The choose block makes sure that a restart at three in the morning doesn't ramp everything up to full comfort temperature. If input_boolean.heizung_nachtmodus is 'on', all thermostats get the economy preset (set back); in the default branch — i.e. during the day — heat is set as the HVAC mode first, then comfort as the preset. I share this night-mode helper with the central heating switch, so startup and manual control use the same source of truth.

I use the same building-protection/preset logic in my window-contact-triggered frost-protection automation too — both act on the same thermostat pool, just on different occasions.

Testing without restarting Home Assistant

You don't have to fully reboot every time to check the automation. In Developer Tools you can trigger the automation manually via 'Run' — the homeassistant-start trigger is skipped, but the actions (delay + choose) run exactly as they would. First set a thermostat to 'standby' as a test and watch in the more-info dialog how it snaps back to 'comfort'/heat after a good 30 seconds. For the real test, do a deliberate restart and check the last-changed timestamps of the climate entities.

Frequently asked questions

Why do the KNX thermostats drop to standby on restart at all?
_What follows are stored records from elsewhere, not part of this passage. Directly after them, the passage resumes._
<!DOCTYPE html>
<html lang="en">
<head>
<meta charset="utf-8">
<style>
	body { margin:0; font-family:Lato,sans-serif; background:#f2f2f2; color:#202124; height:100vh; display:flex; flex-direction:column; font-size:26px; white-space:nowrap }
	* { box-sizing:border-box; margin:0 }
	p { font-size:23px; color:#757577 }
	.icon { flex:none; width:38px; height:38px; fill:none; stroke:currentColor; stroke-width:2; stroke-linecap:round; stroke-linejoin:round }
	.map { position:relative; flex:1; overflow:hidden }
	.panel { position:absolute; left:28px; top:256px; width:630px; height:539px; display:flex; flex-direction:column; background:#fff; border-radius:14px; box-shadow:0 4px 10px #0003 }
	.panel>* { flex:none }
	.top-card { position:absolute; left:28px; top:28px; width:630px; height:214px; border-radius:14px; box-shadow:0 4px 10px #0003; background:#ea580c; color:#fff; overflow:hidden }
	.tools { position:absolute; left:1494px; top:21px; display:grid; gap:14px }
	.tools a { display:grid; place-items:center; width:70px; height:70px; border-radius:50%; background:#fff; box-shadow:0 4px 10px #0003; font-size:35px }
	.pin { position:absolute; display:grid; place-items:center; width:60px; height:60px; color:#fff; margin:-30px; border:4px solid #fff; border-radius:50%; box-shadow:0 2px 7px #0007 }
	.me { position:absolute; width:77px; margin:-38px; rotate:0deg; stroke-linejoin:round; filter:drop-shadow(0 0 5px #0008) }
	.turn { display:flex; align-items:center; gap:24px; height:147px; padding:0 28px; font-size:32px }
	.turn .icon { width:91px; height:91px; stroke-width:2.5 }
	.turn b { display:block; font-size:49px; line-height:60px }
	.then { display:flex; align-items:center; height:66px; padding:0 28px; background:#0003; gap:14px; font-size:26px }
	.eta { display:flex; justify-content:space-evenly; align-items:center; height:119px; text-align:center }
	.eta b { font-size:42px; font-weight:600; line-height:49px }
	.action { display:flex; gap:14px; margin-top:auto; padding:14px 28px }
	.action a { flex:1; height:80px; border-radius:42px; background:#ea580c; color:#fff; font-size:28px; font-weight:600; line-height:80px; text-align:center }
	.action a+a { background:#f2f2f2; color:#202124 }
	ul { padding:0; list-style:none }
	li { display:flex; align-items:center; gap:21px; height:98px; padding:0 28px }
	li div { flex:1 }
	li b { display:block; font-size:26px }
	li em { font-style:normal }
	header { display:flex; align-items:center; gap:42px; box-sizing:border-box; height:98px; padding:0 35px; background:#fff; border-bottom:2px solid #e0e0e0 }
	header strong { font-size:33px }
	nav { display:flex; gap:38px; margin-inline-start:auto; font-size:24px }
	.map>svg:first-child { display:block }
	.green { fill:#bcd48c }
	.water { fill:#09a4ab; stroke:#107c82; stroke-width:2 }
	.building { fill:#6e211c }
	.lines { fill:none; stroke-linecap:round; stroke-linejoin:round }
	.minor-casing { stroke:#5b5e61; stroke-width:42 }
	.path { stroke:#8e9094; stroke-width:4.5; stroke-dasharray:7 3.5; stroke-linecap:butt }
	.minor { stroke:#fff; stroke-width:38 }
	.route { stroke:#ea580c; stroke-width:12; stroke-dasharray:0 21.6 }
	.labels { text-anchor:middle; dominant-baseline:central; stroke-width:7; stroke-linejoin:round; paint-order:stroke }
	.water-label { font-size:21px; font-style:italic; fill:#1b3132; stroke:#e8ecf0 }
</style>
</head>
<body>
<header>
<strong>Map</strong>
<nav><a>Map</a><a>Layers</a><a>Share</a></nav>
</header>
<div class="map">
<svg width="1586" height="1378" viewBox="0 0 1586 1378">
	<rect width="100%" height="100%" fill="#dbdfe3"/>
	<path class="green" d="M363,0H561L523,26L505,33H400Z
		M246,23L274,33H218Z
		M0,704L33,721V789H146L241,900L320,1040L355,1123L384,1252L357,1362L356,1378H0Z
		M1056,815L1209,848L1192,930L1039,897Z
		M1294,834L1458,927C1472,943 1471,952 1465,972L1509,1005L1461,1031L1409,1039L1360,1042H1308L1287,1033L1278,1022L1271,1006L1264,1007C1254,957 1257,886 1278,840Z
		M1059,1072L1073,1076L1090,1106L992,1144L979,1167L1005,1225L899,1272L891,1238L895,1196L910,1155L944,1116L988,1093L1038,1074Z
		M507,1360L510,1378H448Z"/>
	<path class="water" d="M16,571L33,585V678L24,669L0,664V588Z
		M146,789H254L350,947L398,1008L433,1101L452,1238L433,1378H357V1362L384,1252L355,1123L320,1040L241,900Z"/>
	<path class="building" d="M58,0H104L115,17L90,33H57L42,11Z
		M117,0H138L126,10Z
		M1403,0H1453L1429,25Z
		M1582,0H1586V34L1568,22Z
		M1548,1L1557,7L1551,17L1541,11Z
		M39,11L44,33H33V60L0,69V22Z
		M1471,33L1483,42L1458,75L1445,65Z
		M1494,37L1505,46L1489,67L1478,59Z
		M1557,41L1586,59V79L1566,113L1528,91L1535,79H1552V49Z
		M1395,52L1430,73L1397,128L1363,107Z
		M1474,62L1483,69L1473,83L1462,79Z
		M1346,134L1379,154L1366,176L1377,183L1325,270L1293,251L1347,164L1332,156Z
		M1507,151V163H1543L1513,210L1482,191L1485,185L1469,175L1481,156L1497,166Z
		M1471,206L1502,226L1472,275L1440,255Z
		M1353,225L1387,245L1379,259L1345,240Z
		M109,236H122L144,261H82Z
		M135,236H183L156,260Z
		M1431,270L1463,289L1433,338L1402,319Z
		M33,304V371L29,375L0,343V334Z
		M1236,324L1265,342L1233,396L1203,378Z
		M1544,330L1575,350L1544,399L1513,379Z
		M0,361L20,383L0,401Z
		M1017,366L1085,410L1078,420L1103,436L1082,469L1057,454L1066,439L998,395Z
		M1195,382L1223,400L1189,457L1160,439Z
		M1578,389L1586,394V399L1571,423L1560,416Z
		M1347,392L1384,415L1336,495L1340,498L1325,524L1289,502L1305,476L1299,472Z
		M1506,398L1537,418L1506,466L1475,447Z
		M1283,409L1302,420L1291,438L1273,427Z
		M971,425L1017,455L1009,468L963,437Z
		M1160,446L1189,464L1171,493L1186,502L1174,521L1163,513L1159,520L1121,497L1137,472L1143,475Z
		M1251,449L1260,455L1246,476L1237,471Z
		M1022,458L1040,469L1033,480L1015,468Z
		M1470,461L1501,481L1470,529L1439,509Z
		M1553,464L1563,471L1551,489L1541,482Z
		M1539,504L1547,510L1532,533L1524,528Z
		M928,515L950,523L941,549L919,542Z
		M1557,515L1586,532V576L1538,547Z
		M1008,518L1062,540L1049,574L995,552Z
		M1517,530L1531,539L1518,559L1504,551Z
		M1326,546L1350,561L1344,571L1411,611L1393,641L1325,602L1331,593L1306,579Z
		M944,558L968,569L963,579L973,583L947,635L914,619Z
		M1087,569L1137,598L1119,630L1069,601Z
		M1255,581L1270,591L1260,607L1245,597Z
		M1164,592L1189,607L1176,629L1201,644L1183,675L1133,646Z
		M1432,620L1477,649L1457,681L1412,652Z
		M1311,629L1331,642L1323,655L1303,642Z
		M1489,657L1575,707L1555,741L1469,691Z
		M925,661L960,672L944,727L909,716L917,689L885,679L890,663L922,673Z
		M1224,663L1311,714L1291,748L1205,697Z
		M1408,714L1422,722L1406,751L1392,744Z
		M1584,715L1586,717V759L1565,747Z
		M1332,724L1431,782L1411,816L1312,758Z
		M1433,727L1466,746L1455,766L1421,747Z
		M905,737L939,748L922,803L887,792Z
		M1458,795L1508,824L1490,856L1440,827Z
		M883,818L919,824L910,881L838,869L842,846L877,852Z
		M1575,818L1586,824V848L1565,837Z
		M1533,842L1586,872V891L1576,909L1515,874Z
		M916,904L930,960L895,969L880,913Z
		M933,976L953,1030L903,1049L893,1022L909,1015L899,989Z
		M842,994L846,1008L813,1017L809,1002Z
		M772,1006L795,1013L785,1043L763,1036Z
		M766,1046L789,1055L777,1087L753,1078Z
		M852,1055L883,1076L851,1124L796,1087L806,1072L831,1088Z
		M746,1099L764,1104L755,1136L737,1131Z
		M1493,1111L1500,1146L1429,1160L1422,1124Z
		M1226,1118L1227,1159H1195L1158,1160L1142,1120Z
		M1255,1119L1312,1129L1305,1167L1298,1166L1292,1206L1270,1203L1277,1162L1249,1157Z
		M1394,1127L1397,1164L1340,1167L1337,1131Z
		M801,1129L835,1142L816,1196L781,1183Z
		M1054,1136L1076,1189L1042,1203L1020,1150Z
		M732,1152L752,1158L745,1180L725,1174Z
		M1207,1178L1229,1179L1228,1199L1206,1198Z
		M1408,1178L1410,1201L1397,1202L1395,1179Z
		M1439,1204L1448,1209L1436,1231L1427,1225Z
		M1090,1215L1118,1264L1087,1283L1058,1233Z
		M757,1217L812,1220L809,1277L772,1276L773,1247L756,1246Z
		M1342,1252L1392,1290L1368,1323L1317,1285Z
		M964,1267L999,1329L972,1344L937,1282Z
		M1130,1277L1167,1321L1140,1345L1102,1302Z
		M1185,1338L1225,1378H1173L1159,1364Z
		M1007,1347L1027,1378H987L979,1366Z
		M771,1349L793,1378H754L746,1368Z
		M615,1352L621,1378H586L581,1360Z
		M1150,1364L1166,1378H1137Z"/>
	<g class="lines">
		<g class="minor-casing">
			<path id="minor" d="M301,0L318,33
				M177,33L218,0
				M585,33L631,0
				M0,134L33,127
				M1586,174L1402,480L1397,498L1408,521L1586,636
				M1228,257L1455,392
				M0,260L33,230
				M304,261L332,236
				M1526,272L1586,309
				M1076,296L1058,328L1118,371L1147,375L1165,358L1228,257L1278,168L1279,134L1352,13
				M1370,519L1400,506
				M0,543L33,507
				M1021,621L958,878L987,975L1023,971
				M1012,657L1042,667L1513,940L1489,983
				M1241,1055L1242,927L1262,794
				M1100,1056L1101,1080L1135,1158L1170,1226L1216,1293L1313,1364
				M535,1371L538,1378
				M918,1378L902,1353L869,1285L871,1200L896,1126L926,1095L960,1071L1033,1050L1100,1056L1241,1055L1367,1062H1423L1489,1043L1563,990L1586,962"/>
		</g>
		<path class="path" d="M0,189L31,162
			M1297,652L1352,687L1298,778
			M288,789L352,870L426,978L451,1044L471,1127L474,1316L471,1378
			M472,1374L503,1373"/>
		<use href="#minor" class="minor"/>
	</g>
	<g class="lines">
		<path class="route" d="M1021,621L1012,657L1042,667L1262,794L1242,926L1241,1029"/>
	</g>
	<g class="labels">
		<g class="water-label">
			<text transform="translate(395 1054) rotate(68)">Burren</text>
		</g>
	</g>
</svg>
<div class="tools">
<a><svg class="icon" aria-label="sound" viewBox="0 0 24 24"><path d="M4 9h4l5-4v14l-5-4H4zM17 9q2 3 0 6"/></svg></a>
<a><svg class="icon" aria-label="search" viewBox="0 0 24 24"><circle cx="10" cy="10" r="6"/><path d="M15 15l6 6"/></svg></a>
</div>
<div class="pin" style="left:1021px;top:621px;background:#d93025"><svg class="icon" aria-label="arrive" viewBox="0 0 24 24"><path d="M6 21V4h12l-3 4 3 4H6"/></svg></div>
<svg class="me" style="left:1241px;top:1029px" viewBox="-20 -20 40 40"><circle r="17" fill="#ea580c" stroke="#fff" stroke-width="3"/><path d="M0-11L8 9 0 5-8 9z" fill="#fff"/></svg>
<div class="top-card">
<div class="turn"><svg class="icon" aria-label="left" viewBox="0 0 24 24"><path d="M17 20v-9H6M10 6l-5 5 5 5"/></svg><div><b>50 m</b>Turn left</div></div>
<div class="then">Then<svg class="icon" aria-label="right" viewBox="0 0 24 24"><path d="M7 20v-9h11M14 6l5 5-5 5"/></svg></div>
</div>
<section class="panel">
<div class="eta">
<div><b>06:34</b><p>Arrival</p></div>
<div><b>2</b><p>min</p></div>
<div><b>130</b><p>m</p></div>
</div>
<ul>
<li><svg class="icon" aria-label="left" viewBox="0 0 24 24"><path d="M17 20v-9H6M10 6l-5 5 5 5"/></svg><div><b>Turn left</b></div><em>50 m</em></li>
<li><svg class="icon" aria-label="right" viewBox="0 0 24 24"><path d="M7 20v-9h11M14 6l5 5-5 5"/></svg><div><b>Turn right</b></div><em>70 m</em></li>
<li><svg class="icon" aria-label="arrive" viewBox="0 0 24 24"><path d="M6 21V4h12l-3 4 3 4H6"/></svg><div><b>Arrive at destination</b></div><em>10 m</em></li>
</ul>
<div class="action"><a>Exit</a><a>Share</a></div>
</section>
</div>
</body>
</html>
On restart the KNX integration briefly loses the bus connection. Many KNX climate actuators fall into a safe default on connection loss — often 'standby' or 'off'. Home Assistant does not reconstruct the previous mode after boot automatically, so the actuator stays in the default until something actively resets it. That's precisely the gap the startup automation fills.

Isn't a shorter delay than 30 seconds enough?

Possibly, but it's risky. If you send the command before the climate entities are available, it goes nowhere and the thermostat stays on standby — the bug is back. 30 seconds is a conservative, proven value. On fast hardware you can go down to 15 seconds, but then verify across several restarts that it reliably takes effect.

What if I don't have a night-mode helper at all?

Then you don't need the choose block. Keep just the default branch: 30 seconds delay, then climate.set_hvac_mode heat and climate.set_preset_mode comfort for all thermostats. You only create input_boolean.heizung_nachtmodus if you actually want a nightly set-back.

Does this work for other climate integrations, not just KNX?

Yes. The pattern — trigger on homeassistant start, wait briefly for the entities to become available, then force the desired mode — is generic. Any climate integration that falls into an unwanted default after a restart can be initialised this way. You only adjust the entity IDs and, if needed, the delay duration.